Peyman Kargar has a big new job. Appointed in June of 2020 as the chairman of Nissan’s up-market Infiniti line, he has taken the helm of a brand in free-fall. Since 2017, Infiniti has seen its sales decline by 50%, one of the steepest plummets in recent automotive history. Last year, the brand sold just 79,000 vehicles in America. Lexus sold 275,000 and increased their market share by nearly 7%. Even Buick sold 162,000 cars. Ford sells about 79,000 F-series pickups every month.
But when we asked Kargar if the brand was in a troubled position, he denied it. «I wouldn’t say in trouble,» he said. «I would say Infiniti is not giving the maximum of its potential.» Clarifying further, he claimed that the brand wasn’t thriving for one simple reason. «We didn’t bring enough new products to our customers.»
This seems like a major issue for a company that’s business is selling new cars, especially ones that should exhibit the leading edge of technology and engineering; systems developed for high-end Infinitis should trickle down into mainstream Nissans.
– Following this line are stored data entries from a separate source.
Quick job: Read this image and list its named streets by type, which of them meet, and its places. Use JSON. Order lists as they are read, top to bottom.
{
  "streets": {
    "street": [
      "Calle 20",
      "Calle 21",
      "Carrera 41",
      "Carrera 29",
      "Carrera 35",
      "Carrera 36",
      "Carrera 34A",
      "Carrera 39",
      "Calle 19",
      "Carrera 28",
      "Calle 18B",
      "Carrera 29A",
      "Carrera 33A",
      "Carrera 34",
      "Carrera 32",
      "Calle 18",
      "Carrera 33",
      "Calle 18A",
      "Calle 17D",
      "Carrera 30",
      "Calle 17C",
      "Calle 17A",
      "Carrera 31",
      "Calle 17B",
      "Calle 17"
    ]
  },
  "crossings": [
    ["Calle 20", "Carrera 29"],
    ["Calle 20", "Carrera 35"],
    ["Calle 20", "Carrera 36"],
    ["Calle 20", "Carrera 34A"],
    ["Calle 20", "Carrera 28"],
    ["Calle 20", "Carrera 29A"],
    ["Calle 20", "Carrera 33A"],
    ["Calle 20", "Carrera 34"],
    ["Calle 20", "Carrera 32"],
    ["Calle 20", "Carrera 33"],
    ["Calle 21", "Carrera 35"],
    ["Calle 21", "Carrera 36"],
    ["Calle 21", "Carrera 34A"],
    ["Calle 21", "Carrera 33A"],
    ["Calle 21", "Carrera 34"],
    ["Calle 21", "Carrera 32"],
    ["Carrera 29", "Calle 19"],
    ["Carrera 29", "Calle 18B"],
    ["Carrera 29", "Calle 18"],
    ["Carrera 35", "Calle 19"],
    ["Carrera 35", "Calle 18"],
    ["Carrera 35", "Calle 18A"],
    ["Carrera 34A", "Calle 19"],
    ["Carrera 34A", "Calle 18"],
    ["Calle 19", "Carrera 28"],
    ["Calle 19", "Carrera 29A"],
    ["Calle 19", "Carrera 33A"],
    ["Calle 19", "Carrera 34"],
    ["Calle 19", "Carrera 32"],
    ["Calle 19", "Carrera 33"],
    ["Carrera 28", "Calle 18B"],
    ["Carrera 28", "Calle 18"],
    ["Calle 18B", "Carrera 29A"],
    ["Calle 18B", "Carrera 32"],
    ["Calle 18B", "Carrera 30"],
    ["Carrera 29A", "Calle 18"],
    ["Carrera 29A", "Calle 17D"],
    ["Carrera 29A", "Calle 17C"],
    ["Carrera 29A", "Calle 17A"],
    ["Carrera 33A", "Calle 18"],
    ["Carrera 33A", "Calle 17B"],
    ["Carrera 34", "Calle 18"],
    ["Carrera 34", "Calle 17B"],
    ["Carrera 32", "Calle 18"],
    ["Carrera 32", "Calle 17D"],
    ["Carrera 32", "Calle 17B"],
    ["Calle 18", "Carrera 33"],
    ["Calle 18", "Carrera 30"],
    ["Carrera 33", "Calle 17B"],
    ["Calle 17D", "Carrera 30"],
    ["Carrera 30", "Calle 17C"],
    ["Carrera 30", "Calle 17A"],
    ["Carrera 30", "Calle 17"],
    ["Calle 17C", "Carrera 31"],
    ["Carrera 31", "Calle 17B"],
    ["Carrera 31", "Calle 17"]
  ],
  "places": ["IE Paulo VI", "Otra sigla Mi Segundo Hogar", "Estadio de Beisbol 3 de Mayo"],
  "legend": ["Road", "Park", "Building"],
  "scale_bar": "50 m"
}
However, Kargar claimed that the other two «pillars» of the brand beyond product-people, and network-were in fine order. «We have one of the highest levels of satisfaction with customers,» he said, neglecting the fact that, in February, Consumer Reports’ annual ranking of customer brand satisfaction placed Infiniti dead last.
Moreover, the marque’s identity seems murky. «If you think about Infiniti fifteen years ago, the brand message was pretty clear. It was trying to be a Japanese BMW. Performance-oriented, handling-oriented,» said Ed Kim, vice president of industry analysis for automotive research firm AutoPacific.
«Over the past decade, the Infiniti lineup has pulled away from this positioning, and it has moved to a positioning that I think is very hard for people to understand or define.» Announcements about plans to return the brand to its former positioning, or move it to fully electric-powered platforms-followed by immediate rescinding-did not help clarify things.
According to Kim, this time period has also seen a steep decline in the innovative and compelling nature of the brand’s vehicles. «Their products have generally been nice enough, but not class-leading or world-beating,» he said. In fact, the offerings have declined to such a degree that the brand must offer strong discounts to bring in customers, competing not with Audis or BMWs, but with well-equipped Hondas. «It’s kind of become a price brand, as opposed to a brand that people might lust after,» Kim said. «And with a premium luxury brand, value and price is not really the image you want to associate with.»
Finally, the brand has failed to distinguish itself from its parent, Nissan. Shared platforms and power trains are necessary to achieve the economies of scale required in the contemporary auto industry. But a premium brand must feel superior in various categories-including driving dynamics, material quality, performance, design, and owner experience-to justify its price and positioning. Infiniti’s recent products have not accomplished this. «The QX60 was just a re-skinned Pathfinder,» said Kim. «If you drove the cars back-to-back, they drove exactly the same. It’s not like the QX60 was even quieter or more refined.»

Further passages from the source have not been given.